How to Calculate Potential and Speed of a Proton Near a Barium Nucleus?

[XxXDanTheManXxX]

A barium nucleus has a charge of q = +56e (where e is the proton charge).
a. find the potential V at a radius of 10-12 m from the Nucleus. If a Proton is released from this point, how fast will it be moving when it is 1 m from the nucleus? Note: Assume V (infinity=0)
Any help?

 

[Davorak]

I suggested in some of you other threads gaussian pill box. Learn to use it and love it. As an undergrad it looks like you have 1 or two more semsters of E&M and it won't go away. It might chagne a little though
$$\nabla \vec{E} = \frac{\rho}{\epsilon_0}$$

 

[thepatientmental]

Sure, I can help with this problem. To find the potential V at a radius of 10^-12 m from the nucleus, we can use the formula V = kq/r, where k is the Coulomb's constant (9x10^9 Nm^2/C^2), q is the charge of the nucleus (+56e), and r is the distance from the nucleus (10^-12 m). Plugging in these values, we get V = (9x10^9)(56e)/(10^-12) = 5.04x10^20 V.
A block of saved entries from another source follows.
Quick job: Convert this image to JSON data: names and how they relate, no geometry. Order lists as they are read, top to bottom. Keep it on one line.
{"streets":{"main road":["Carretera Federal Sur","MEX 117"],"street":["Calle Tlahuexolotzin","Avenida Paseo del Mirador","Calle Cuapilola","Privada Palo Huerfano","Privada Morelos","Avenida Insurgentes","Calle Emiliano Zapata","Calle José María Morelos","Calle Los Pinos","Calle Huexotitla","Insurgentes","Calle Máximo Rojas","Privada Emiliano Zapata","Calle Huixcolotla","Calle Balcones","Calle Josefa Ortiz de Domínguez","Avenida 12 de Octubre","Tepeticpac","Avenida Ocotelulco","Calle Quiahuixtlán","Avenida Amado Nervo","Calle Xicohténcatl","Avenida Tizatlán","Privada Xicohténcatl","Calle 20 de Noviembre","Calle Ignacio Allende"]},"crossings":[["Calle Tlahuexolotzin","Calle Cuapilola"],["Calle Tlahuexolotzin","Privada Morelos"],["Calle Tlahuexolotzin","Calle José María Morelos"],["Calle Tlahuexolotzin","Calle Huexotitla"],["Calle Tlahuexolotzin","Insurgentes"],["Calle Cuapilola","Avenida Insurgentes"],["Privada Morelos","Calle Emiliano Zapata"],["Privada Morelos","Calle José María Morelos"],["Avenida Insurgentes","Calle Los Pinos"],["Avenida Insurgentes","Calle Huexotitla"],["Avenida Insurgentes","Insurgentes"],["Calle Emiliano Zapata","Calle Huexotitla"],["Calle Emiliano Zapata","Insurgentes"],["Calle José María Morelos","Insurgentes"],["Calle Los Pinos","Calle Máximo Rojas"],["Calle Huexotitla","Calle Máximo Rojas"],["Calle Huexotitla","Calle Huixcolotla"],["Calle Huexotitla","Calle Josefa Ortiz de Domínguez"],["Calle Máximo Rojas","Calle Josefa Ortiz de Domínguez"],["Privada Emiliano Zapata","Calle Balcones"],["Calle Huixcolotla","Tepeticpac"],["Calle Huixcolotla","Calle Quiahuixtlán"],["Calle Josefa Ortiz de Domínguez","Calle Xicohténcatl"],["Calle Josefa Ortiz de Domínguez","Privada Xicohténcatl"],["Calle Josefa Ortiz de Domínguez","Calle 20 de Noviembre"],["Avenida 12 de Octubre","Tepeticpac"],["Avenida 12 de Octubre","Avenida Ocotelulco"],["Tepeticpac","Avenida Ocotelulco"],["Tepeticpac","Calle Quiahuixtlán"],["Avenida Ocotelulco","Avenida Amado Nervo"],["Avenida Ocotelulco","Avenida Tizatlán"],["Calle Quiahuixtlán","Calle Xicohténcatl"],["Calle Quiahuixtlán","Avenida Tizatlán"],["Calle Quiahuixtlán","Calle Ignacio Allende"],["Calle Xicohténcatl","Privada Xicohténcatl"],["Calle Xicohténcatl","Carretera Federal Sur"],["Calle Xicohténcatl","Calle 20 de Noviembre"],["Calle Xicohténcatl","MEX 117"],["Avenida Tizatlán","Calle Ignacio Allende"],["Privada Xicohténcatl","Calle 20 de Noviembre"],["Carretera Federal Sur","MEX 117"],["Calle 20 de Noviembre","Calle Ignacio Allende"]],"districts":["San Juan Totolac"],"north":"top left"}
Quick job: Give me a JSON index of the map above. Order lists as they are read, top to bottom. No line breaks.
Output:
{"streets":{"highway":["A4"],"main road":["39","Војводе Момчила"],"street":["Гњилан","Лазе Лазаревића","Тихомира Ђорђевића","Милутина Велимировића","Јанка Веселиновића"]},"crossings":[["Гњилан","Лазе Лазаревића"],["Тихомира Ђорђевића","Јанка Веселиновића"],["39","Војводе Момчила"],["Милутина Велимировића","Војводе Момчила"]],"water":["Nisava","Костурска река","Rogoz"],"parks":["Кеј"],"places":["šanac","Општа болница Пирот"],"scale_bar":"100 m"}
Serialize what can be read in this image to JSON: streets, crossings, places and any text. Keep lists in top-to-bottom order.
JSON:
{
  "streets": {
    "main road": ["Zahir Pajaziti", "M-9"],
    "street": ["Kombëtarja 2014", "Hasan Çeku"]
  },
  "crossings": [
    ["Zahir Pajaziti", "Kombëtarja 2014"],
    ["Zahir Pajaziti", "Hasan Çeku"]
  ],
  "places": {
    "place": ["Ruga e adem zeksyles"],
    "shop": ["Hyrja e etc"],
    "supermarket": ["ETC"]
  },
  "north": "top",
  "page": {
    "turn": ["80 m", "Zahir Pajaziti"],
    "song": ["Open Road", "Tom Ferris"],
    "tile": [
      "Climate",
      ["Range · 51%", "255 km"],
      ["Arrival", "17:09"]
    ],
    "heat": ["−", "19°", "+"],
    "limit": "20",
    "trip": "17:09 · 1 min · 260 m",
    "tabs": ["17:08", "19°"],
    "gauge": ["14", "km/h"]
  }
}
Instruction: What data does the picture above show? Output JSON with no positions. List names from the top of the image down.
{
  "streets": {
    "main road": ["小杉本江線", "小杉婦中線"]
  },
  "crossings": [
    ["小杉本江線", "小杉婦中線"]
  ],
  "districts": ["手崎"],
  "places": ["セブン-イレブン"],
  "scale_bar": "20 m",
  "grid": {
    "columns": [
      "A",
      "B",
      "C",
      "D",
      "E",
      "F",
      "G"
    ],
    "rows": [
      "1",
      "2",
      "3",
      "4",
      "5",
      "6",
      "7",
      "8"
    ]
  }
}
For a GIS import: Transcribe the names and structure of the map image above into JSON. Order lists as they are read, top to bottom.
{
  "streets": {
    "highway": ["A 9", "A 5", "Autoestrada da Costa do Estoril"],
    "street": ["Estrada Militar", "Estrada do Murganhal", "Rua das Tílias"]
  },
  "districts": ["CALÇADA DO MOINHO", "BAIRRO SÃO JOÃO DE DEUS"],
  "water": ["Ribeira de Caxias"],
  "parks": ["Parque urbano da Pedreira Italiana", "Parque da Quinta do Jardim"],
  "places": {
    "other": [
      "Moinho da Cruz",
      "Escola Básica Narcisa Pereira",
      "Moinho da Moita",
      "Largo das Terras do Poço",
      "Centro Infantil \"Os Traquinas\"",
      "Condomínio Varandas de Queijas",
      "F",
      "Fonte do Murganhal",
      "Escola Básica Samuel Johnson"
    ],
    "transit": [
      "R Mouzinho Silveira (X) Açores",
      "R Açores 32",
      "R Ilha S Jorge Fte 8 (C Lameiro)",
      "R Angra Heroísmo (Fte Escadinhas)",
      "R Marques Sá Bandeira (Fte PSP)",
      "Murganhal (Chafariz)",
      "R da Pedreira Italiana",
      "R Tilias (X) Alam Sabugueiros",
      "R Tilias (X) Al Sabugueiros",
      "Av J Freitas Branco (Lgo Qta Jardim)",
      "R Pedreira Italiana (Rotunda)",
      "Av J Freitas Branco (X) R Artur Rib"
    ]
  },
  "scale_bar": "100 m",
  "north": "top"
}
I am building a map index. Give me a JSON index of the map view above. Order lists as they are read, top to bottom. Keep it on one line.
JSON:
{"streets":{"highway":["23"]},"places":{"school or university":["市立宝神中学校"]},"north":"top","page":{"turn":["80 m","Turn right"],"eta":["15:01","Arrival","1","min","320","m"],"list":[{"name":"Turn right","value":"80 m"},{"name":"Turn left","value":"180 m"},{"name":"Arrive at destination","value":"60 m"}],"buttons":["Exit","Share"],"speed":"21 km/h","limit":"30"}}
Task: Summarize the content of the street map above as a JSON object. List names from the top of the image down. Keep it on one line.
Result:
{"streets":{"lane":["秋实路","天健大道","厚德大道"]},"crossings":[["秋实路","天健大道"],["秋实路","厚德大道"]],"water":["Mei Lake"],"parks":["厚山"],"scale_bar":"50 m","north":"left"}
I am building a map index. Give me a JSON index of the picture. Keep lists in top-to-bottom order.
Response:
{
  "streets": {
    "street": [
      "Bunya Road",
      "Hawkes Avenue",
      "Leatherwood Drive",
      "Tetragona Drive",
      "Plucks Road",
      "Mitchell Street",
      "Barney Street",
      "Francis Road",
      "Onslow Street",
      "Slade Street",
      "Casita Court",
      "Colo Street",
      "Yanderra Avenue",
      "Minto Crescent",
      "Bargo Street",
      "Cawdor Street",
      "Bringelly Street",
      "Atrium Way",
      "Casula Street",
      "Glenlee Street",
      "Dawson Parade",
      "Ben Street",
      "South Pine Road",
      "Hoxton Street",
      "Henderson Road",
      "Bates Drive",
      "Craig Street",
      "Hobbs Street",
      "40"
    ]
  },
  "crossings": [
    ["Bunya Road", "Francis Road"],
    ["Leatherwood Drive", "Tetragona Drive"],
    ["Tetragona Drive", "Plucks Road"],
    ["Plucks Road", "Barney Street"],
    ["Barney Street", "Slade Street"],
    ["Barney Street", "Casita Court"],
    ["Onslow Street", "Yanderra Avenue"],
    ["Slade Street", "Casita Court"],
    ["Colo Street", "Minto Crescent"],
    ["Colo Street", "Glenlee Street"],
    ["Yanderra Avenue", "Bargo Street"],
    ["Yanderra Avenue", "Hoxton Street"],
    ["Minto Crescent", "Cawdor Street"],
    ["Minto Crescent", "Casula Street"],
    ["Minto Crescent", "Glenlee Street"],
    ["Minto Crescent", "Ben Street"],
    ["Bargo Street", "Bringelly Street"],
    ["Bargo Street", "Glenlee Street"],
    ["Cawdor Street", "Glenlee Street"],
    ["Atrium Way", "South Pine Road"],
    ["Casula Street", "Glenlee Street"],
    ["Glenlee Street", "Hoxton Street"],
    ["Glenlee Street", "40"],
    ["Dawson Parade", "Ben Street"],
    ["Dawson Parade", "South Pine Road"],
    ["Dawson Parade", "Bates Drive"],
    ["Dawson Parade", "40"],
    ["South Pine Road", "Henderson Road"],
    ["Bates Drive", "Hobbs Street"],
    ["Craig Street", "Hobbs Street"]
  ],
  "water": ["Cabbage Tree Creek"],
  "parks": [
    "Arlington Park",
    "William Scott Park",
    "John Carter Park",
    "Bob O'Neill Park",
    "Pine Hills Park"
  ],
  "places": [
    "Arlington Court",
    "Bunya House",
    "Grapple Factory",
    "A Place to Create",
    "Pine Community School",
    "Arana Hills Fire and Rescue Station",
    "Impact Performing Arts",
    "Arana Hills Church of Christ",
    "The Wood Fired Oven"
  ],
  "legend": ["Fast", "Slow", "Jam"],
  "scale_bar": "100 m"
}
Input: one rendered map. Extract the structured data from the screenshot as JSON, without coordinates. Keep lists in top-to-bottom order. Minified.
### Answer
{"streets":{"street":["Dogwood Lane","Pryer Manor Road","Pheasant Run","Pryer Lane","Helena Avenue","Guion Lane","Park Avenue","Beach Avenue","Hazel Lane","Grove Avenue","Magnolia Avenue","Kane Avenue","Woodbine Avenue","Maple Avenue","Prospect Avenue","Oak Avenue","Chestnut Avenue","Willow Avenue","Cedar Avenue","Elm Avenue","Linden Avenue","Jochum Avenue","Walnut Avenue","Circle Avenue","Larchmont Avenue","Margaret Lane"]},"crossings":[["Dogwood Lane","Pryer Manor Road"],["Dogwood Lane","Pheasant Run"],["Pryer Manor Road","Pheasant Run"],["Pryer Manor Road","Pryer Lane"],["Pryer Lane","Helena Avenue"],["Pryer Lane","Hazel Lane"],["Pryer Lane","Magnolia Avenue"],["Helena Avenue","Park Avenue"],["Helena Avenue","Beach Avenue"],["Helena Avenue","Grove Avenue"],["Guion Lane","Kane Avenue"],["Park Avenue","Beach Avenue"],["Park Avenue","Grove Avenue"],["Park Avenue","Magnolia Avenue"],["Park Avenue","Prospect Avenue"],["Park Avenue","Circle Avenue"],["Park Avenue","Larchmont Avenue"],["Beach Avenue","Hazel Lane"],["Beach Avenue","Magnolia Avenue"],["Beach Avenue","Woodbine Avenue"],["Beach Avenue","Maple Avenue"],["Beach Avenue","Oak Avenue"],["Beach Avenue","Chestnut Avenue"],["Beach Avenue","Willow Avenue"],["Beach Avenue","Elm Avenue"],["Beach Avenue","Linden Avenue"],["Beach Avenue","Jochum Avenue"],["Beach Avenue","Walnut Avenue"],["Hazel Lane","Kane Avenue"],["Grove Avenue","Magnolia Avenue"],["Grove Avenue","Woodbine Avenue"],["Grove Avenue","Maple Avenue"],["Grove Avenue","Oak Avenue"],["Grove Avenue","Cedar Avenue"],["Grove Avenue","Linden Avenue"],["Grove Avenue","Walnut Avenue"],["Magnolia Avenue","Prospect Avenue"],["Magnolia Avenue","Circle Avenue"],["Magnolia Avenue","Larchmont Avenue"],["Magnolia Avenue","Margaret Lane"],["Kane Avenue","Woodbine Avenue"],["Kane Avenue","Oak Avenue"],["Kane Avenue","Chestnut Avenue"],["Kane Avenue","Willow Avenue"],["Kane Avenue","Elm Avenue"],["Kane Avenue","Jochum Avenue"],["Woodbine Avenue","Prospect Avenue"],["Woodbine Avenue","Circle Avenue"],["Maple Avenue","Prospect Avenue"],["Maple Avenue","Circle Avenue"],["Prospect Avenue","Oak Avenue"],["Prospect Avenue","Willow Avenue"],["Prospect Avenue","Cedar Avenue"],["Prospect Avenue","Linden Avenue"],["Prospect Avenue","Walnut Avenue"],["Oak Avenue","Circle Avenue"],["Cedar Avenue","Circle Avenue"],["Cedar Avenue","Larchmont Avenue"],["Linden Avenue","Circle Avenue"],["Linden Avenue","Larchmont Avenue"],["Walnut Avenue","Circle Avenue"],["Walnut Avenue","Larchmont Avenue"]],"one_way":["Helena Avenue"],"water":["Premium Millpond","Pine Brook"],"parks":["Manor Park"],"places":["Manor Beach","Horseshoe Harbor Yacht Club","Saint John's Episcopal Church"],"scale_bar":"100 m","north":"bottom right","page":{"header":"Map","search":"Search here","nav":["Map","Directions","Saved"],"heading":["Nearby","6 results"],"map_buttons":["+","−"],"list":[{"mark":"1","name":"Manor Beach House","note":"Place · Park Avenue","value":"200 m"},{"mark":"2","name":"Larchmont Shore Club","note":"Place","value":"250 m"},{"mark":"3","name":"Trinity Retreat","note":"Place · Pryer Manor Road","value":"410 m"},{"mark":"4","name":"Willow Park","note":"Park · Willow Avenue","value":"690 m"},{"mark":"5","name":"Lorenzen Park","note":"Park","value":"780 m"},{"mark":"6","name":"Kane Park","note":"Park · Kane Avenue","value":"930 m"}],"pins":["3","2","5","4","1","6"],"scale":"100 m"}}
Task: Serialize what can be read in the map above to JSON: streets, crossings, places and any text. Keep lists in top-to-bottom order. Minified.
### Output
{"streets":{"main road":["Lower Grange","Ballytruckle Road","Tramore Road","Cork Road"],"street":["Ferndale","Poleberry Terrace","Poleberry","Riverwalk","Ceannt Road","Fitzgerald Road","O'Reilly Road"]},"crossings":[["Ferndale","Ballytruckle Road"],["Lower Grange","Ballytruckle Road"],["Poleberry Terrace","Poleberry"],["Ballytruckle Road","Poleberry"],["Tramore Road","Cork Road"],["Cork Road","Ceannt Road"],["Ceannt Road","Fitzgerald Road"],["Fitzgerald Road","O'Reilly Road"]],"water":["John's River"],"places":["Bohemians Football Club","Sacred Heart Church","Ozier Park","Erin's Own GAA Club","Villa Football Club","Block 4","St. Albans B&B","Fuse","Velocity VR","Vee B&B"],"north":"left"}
To find the speed of a proton when it is 1 m from the nucleus, we can use the conservation of energy principle. At a distance of 10^-12 m, the proton has a potential energy of qV = (1.6x10^-19 C)(5.04x10^20 V) = 8.064x10^2 J. At a distance of 1 m, the potential energy will be converted into kinetic energy, so we can set the two equal to each other: qV = (1/2)mv^2, where m is the mass of the proton (1.67x10^-27 kg) and v is the speed we are looking for. Solving for v, we get v = √(2qV/m) = √(2(8.064x10^2 J)/(1.67x10^-27 kg)) = 1.6x10^9 m/s.

I hope this helps! Let me know if you have any other questions.